I am trying to do a windowed aggregation query on a data stream that contains over 40 attributes in Flink. The stream's schema contains an epoch timestamp which I want to use for the WatermarkStrategy so I can actually define tumbling windows over it.
I know from the docs, that you can define a Timestamp using the SQL Api in an CREATE TABLE-query by first using TO_TIMESTAMP_LTZ on the epochs to convert it to a proper timestamp which can be used in the following WATERMARK FOR-statement. Since I got a really huge schema tho, I want to deserialise and provide the schema NOT by completely writing the complete CREATE TABLE-statement containing all columns BUT by using a custom class derived from the proto file that cointains the schema. As far as I know, this is only possible by providing a deserializer for the KafkaSourceBuilder and calling the results function of the stream on the class derived from the protofile with protoc. Which means, that I have to define the table using the stream api.
Inspired by the answer to this question, I do it like this:
WatermarkStrategy watermarkStrategy = WatermarkStrategy
.<Row>forBoundedOutOfOrderness(Duration.ofSeconds(10))
.withTimestampAssigner( (event, ts) -> (Long) event.getField("ts"));
tableEnv.createTemporaryView(
"bidevents",
stream
.returns(BiddingEvent.BidEvent.class)
.map(e -> Row.of(
e.getTracking().getCampaign().getId(),
e.getTracking().getAuction().getId(),
Timestamp.from(Instant.ofEpochSecond(e.getTimestamp().getMilliseconds() / 1000))
)
)
.returns(Types.ROW_NAMED(new String[] {"campaign_id", "auction_id", "ts"}, Types.STRING, Types.STRING, Types.SQL_TIMESTAMP))
.assignTimestampsAndWatermarks(watermarkStrategy)
);
tableEnv.executeSql("DESCRIBE bidevents").print();
Table resultTable = tableEnv.sqlQuery("" +
"SELECT " +
" TUMBLE_START(ts, INTERVAL '1' DAY) AS window_start, " +
" TUMBLE_END(ts, INTERVAL '1' DAY) AS window_end, " +
" campaign_id, " +
" count(distinct auction_id) auctions " +
"FROM bidevents " +
"GROUP BY TUMBLE(ts, INTERVAL '1' DAY), campaign_id");
DataStream<Row> resultStream = tableEnv.toDataStream(resultTable);
resultStream.print();
env.execute();
I get this error:
Caused by: org.apache.flink.client.program.ProgramInvocationException: The main method caused an error: Window aggregate can only be defined over a time attribute column, but TIMESTAMP(9) encountered.
at org.apache.flink.client.program.PackagedProgram.callMainMethod(PackagedProgram.java:372) ~[flink-dist-1.15.1.jar:1.15.1]
at org.apache.flink.client.program.PackagedProgram.invokeInteractiveModeForExecution(PackagedProgram.java:222) ~[flink-dist-1.15.1.jar:1.15.1]
at org.apache.flink.client.ClientUtils.executeProgram(ClientUtils.java:114) ~[flink-dist-1.15.1.jar:1.15.1]
at org.apache.flink.client.deployment.application.ApplicationDispatcherBootstrap.runApplicationEntryPoint(ApplicationDispatcherBootstrap.java:291) ~[flink-dist-1.15.1.jar:1.15.1]
This seems kind of logical, since in line 3 I cast a java.sql.Timestamp to a Long value, which it is not (but also the stacktrace does not indicate that an error occurred during the cast).

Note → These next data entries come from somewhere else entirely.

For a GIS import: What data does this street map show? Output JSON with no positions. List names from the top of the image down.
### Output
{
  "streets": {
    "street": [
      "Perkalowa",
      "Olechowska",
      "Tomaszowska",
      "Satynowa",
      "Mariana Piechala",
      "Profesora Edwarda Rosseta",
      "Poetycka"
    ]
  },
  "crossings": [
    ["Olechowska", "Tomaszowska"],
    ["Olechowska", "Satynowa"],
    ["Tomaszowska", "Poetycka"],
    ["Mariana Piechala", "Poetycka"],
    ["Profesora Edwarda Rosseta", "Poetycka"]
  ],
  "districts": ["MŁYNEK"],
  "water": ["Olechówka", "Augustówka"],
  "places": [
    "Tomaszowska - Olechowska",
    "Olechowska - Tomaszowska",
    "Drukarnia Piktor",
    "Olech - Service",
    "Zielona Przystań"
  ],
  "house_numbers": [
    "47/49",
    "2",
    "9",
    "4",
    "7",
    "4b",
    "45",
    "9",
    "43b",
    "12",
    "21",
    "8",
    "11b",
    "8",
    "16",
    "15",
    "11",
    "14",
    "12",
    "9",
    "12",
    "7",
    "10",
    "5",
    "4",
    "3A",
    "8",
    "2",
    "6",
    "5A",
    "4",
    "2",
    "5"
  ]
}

But when I do not convert the epoch (in Long-Format) during the map-statement to a Timestamp, I get this exception:
"Cannot apply '$TUMBLE' to arguments of type '$TUMBLE(<BIGINT>, <INTERVAL DAY>)'"
How can I assign the watermark AFTER the map-statement and use the column in the later SQL Query to create a tumbling window?
======UPDATE=====
Thanks to a comment from David, I understand that I need the column to be of type TIMESTAMP(p) with precision p <= 3. To my understanding this means, that my timestamp may not be more precise than having full milliseconds. So i tried different ways to create Java Timestamps (java.sql.Timestamps and java.time.LocaleDateTime) which correspond to the Flink timestamps.
Some examples are:
1 Trying to convert epochs into a LocalDateTime by setting nanoseconds (the 2nd parameter of ofEpochSecond to 0):
LocalDateTime.ofEpochSecond(e.getTimestamp().getMilliseconds() / 1000, 0, ZoneOffset.UTC )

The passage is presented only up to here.